Ciò non ne determinò il declino, tanto che il suo dominio sul territorio circostante continuò almeno fino al VII secolo, quando dovette soccombere alla soverchiante potenza militare di Siracusa. Forse proprio a Pantalica aveva sede l’Iblone di cui narra Tucidide, il re dei siculi che, impietositosi per le traversie dei coloni giunti da Megara di Grecia, gli concesse le terre per fondare Megara che, in segno di gratitudine, assunse l’appellativo Iblea.

La storia degli Iblei è strettamente legata a quella di Siracusa, dal momento della sua fondazione, ad opera di coloni corinzi, nel 733 a.C. La potenziale minaccia rappresentata dai centri siculi più a oriente degli Iblei, Pantalica a Nord e Monte Finocchito a Sud, porta Siracusa a fondare tre sub-colonie tra VII e inizi VI secolo a.C.: Acre (663) Casmene (643) e Camarina (598), così da creare una sorta di barriera da mare a mare. Parallelamente a questi paesaggi urbani, nelle campagne iblee inizia a delinearsi un paeasaggio rurale, il quale sulla base dei pochi dati archeologici, si caratterizzava per la presenza di fattorie e piccoli villaggi con vocazioni agricole e specializzati nella produzione del vino e dell’olio. 

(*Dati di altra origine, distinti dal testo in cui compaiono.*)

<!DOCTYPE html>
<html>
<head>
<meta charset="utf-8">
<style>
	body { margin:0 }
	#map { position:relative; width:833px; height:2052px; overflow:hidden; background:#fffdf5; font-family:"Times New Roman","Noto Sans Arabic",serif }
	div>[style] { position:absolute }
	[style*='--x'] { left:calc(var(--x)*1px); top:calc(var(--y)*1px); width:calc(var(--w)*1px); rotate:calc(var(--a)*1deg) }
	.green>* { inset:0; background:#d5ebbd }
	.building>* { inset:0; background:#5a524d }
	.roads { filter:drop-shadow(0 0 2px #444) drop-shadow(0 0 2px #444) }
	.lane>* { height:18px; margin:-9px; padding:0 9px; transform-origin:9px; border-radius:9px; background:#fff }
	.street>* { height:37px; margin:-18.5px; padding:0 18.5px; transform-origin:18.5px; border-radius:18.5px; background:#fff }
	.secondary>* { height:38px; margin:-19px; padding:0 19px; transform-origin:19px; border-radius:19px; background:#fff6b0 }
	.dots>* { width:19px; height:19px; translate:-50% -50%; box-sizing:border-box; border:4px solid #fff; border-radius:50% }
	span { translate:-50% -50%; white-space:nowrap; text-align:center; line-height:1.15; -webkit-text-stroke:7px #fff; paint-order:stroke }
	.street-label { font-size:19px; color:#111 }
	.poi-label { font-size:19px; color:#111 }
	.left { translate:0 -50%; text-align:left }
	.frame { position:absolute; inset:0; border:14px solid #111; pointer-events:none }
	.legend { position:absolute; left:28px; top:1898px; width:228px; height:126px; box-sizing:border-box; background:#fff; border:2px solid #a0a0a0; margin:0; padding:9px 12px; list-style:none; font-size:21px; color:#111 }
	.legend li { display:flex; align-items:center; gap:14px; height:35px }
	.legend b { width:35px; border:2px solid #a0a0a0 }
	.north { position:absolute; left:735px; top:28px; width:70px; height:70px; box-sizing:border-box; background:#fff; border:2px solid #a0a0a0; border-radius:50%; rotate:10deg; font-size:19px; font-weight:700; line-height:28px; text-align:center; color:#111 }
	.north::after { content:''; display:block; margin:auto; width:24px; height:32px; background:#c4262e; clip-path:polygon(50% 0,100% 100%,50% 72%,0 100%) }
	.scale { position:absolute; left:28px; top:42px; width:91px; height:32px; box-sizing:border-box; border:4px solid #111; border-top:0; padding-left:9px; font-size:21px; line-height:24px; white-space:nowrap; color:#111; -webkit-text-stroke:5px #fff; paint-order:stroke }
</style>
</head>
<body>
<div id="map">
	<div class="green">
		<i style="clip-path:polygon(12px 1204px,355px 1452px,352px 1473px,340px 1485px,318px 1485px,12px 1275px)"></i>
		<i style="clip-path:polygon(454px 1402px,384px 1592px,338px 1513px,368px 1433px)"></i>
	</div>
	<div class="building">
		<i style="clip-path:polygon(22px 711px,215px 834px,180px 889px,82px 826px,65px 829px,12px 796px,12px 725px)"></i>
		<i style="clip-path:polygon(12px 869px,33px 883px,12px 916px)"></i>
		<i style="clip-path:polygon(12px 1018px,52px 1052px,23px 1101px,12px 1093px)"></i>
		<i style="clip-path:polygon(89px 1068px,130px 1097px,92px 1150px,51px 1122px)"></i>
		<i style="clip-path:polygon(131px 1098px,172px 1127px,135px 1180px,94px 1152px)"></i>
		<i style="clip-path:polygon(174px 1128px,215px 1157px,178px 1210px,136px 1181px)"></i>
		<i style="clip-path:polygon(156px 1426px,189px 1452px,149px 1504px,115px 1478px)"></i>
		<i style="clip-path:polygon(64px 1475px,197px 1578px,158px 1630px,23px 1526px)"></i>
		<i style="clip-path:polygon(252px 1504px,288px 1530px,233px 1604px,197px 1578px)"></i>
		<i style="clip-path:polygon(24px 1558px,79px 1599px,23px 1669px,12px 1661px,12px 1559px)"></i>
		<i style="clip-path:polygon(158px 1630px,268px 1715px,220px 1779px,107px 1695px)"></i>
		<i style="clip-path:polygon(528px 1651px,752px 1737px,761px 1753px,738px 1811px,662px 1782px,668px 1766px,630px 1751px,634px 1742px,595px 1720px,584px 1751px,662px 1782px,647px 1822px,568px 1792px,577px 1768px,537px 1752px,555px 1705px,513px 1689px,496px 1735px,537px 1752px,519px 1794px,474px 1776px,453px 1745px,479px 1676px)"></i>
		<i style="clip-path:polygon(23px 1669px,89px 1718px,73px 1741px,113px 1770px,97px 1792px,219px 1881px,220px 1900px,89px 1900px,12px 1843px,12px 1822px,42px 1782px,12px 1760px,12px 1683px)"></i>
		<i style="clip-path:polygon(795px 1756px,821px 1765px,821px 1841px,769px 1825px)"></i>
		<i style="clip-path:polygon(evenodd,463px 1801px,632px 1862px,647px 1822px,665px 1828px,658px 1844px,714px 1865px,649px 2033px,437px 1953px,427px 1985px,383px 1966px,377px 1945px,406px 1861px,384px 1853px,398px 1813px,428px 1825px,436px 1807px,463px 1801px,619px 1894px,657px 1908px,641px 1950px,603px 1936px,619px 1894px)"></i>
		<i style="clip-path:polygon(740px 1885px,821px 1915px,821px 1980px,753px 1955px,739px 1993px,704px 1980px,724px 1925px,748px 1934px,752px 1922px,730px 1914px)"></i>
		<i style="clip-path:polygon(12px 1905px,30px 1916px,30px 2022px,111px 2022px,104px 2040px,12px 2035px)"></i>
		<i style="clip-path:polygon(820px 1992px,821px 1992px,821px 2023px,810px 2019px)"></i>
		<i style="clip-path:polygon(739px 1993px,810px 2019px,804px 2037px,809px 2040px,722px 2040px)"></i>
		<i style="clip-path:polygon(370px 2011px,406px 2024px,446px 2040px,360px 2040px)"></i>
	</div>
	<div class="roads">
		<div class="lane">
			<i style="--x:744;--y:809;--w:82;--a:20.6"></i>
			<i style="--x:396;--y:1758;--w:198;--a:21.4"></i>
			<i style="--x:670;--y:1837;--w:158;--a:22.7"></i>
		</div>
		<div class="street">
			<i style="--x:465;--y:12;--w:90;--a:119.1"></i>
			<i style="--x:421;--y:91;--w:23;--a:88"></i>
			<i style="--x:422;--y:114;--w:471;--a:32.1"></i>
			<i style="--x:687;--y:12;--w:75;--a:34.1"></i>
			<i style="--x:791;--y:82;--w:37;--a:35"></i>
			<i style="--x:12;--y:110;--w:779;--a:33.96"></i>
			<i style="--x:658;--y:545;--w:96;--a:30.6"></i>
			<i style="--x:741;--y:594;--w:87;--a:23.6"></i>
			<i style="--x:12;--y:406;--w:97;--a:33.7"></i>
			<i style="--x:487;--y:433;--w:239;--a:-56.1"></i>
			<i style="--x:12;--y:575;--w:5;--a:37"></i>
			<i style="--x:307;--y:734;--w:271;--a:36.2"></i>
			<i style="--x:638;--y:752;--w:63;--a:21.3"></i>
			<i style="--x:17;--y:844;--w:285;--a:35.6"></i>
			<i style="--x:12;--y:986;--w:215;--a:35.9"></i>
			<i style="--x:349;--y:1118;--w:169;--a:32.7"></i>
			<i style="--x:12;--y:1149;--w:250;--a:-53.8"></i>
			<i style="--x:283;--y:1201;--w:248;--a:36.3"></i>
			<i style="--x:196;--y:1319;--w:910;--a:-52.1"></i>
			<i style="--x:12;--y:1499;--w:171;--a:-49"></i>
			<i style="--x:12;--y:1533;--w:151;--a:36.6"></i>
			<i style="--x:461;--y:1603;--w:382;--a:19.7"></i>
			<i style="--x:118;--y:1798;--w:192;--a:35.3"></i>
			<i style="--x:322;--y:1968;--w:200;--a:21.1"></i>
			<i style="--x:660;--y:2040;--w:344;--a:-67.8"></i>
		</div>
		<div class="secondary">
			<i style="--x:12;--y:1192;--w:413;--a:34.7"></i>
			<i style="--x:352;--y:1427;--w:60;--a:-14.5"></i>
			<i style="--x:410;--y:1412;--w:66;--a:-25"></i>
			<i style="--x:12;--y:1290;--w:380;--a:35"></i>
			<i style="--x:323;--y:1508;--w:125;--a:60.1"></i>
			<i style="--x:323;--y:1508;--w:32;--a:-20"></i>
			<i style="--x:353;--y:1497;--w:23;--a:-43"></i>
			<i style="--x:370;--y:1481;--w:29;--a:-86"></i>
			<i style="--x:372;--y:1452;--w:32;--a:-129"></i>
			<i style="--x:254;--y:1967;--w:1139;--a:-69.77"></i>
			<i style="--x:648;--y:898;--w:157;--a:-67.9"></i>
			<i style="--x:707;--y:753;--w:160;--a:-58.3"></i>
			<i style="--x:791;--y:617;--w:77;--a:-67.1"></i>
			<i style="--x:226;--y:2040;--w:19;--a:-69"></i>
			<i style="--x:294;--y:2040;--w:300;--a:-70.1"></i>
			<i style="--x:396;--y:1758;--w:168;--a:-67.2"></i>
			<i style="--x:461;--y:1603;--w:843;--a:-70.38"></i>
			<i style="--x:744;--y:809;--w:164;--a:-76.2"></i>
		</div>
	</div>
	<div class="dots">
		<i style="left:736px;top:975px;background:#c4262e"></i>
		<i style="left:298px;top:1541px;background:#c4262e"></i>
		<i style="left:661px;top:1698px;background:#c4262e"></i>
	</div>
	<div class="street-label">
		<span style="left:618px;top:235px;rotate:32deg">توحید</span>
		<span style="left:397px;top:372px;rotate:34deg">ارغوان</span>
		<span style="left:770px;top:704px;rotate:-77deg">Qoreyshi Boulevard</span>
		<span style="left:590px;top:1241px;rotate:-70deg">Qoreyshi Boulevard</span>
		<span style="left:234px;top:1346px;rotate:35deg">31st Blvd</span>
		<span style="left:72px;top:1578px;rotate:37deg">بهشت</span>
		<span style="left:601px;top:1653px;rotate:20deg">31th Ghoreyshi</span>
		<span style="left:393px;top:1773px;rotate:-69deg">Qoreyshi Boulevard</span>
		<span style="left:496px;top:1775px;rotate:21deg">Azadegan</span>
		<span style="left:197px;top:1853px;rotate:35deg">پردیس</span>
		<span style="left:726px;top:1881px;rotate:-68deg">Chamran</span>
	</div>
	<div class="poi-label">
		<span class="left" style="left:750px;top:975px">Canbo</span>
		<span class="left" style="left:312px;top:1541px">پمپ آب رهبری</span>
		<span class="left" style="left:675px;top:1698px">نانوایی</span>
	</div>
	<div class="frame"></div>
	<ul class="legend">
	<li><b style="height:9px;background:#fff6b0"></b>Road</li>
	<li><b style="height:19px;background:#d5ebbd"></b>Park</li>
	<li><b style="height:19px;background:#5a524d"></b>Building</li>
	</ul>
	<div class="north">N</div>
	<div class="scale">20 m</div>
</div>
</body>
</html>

Per quanto riguarda il periodo repubblicano e primo imperiale, le ricerche archeologiche effettuate negli iblei rivelano la presenza di piccoli agglomerati rurali. Una delle testimonianze più importanti è rappresentata dalla fattoria tardo-ellenistica e repubblicana di c.da Aguglia (Palazzolo Acreide, SR).

Recentemente, una quindicina di tombe a fossa localizzate nel sito archeologico di c.da Cugno Case Vecchie (Noto, SR), scavate nella roccia, risultano assimilabili a tipologie attestate in età ellenistica e repubblicana. La carenza di dati e informazioni relative a questo periodo, tuttavia, non permette sicuramente una corretta ricostruzione delle dinamiche insediative che interessarono questo lembo di territorio.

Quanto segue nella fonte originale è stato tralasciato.